Tuesday, September 27, 2011

DAY 292 - NO, I REGRET NOTHING!

DAY 292

Yesterday, I watched an interview with Morgan Freeman.  He is a truly wonderful actor and I've always admired his work.  The interviewer asked him a very thought-provoking question.  He summoned him to project himself on his deathbed and asked him if he would have any regrets.  Morgan Freeman answered that his life was not over yet and so that he could not foresee how he would feel at that particular moment.

It made me think of my own life and how I would want to feel on my deathbed.

Life is short. I know that.  Yet, fighting with a fellow-driver on a corner street, getting into an argument with my daughter about what she’s going to wear to school, getting into a heavy discussion with someone who has a different belief than mine, worrying about yesterday, today and tomorrow are all things I regularly do.  But what purpose?

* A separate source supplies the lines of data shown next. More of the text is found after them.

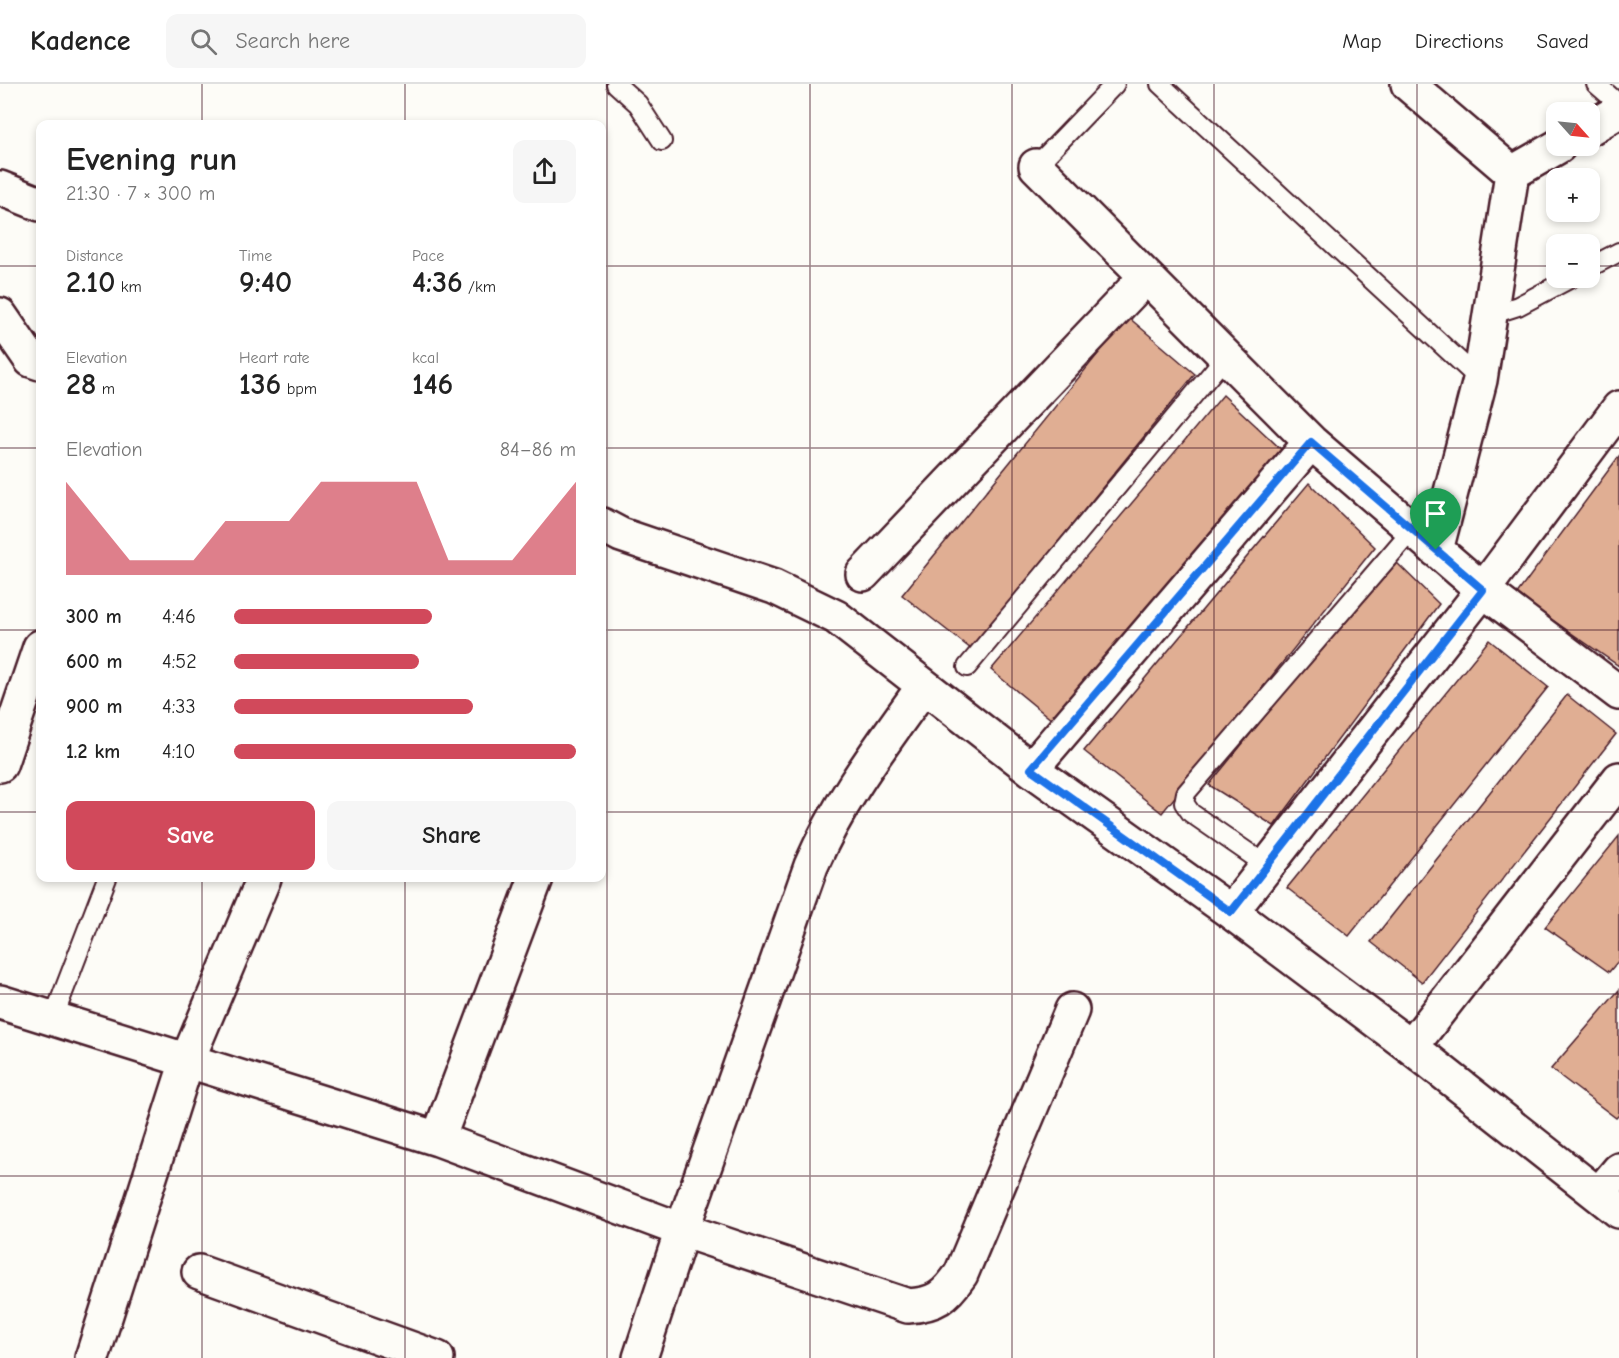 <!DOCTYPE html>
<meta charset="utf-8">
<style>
body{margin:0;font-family:"Comic Neue",sans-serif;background:#f6f6f6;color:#222;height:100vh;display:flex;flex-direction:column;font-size:22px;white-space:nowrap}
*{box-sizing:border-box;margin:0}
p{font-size:20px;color:#767676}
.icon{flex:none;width:33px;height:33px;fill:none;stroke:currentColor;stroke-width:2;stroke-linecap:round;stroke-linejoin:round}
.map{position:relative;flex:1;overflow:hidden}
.details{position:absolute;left:36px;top:36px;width:570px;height:762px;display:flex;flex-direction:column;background:#fff;border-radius:12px;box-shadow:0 3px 9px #0003}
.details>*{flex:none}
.needle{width:39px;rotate:117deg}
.buttons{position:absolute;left:1546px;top:18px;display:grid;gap:12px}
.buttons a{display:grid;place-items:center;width:54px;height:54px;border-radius:12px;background:#fff;box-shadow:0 3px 9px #0003;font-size:30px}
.pin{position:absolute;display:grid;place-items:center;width:51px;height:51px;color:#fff;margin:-62px -26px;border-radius:50% 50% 50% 0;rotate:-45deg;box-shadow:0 0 6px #0007}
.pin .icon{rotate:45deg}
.round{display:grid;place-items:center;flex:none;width:63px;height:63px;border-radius:12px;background:#f6f6f6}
.head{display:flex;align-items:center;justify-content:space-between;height:102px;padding:0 30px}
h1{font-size:33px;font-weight:800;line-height:45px}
.stats{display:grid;grid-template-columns:repeat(3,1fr);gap:9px;height:102px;padding:6px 30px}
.stats div{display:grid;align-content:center}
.stats b{font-size:30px;font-weight:800}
.stats small{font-size:16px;font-weight:400}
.stats p{font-size:16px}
.chart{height:168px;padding:12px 30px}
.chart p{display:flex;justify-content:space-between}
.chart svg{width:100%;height:108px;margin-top:6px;fill:#d1495b;opacity:.7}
.primary-button{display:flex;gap:12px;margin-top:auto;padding:12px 30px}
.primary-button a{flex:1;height:69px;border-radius:12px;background:#d1495b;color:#fff;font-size:24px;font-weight:800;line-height:69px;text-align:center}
.primary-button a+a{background:#f6f6f6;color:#222}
ul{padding:0 30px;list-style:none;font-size:20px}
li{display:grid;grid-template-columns:96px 72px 1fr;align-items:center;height:45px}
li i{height:15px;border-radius:8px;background:#d1495b}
header{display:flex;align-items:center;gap:36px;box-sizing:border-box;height:84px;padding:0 30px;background:#fff;border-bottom:2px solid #e0e0e0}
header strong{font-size:28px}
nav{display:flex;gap:33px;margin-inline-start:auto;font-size:21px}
.search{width:420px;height:54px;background:#f6f6f6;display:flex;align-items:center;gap:15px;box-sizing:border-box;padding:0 21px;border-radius:12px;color:#767676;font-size:22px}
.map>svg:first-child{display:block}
</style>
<header>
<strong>Kadence</strong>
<div class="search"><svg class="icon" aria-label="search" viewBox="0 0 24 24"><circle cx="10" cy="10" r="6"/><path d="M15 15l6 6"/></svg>Search here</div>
<nav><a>Map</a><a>Directions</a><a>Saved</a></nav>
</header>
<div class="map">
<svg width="1619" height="1274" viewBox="0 0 1619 1274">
<rect width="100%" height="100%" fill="#fdfcf7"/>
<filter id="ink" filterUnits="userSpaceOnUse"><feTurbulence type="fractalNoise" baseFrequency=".0167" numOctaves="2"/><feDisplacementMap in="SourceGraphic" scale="12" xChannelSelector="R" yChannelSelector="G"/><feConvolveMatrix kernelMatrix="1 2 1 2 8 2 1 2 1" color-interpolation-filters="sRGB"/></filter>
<g filter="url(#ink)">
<!-- building -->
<path fill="#e0ae93" stroke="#4a1f2b" stroke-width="1.5" d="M1128,233L1195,290L971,565L902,511Z
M1223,311L1284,368L1052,636L991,586Z
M1619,372V582L1516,511Z
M1309,399L1375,463L1162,729L1084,667Z
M1393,475L1439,520L1274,742L1209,701Z
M1489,556L1548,603L1349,852L1287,804Z
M1567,611L1616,650L1422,898L1371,858Z
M1619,752V876L1609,888L1545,843Z
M1619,906V1031L1616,1034L1551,985Z"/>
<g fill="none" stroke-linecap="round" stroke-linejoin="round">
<defs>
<path id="lane" d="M616,0L638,20L662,57
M1160,0L1480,296
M1596,0L1619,20
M1036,82L1115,0
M1590,183L1619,168
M1490,231L1518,222L1571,194
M967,583L1226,272
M1266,781L1191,729L1184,719L1186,709L1411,447
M53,935L107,794"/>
<path id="street" d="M1408,0L1512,89L1559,62
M1590,44L1619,27
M1036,82L1311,358L1483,506L1619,609
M0,104L40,120
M0,231L31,276L40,279
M602,441L621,451L774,503L836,533L1031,685L1231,828L1411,963L1619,1127
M1436,466L1480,296L1512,89
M863,490L1146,193
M0,681L40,563
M1031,685L1311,358
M1231,828L1483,506L1619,324
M0,918L438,1055L682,1146L908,1222C936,1220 945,1213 961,1190L1072,926
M1411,963L1619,695
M438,1055L536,794
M1599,1110L1619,1086
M199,1188L437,1274
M92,1274L187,977L264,794
M640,1274L682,1146L811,782C840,715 881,662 923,603"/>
</defs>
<!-- lane casing -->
<use href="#lane" stroke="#4a1f2b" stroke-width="22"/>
<!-- street casing -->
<use href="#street" stroke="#4a1f2b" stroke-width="38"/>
<!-- lane -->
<use href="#lane" stroke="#fdfcf7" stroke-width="18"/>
<!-- street -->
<use href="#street" stroke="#fdfcf7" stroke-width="33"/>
</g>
</g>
<g fill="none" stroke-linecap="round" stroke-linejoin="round" filter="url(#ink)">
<defs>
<path id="route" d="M1311,358L1483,506L1231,828L1031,685Z"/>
</defs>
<!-- route casing -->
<use href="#route" stroke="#fff" stroke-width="12"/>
<!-- route -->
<use href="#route" stroke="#1a73e8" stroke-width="8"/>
</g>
<!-- grid -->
<path fill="none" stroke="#4a1f2b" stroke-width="1.5" stroke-opacity="0.55" d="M202,0V40M405,0V40M607,0V1274M810,0V1274M1012,0V1274M1214,0V1274M1417,0V1274M0,182H40M602,182H1557M1590,182H1619M0,364H40M602,364H1619M0,546H40M602,546H1619M0,728H40M602,728H1619M202,794V1274M405,794V1274M0,910H1619M0,1092H1619"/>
</svg>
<div class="buttons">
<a><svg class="needle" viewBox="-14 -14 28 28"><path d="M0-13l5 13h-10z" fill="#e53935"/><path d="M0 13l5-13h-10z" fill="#767676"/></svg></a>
<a>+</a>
<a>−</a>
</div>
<div class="pin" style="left:1436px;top:466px;background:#1e9e55"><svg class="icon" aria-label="arrive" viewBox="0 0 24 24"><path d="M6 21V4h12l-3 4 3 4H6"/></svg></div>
<section class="details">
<div class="head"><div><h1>Evening run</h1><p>21:30 · 7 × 300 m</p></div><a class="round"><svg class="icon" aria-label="share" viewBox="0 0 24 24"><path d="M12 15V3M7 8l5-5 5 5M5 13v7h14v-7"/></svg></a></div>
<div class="stats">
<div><p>Distance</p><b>2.10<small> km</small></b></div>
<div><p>Time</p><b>9:40</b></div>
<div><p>Pace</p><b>4:36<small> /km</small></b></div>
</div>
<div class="stats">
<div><p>Elevation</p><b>28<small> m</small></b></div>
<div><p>Heart rate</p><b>136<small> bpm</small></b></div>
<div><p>kcal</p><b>146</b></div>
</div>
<div class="chart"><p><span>Elevation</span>84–86 m</p>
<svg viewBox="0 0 160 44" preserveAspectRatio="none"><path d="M0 44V6L10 22L20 38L30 38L40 38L50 22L60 22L70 22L80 6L90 6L100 6L110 6L120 38L130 38L140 38L150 22L160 6V44z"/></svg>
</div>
<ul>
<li><b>300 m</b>4:46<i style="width:58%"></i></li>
<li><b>600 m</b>4:52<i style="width:54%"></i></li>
<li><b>900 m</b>4:33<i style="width:70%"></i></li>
<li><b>1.2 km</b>4:10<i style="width:100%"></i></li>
</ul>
<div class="primary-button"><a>Save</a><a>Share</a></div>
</section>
</div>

If life is so short, why not spend it being happy, kind, generous, and in harmony with others. Why make room for negative feelings and thoughts?  They'll have no impact on the result of your life (we will all die eventually no matter what).  They’ll only have an impact on your journey.

One of my colleagues stayed in a fight with her brother for 4 years. They made up, but so much time and energy was wasted fueling the fire of anger.  In the end, there was no winner, only lost time!

I've made decisions in my life that made sense at the time but maybe don't make sense anymore.  I don't think it's possible to go through life without taking some wrong turns.  But whatever decisions I’ve made, I stand by.  I know they were based on how I felt at that particular moment.  I understand that no decision is made in vain and that I've learned from all my mistakes.  But what about now?  And what about the future?

I don't want to have any regrets. So, in order to fully experience life and be proud of my accomplishments, I need to make sure I make appropriate choices in regards to my social and professional involvements as well as my relationships.

I know it's impossible to live a life of only meaningful and positive experiences; there are many unpredictable and unexpected situations that occur in everyone's life.  But regret doesn't come from what you undergo in terms of life circumstances, it comes from the decisions you make despite your circumstances.


“I would much rather have regrets about not doing what people said, than regretting not doing what my heart led me to and wondering what life had been like if I'd just been myself.”
Brittany Renée

 “If only. Those must be the two saddest words in the world.”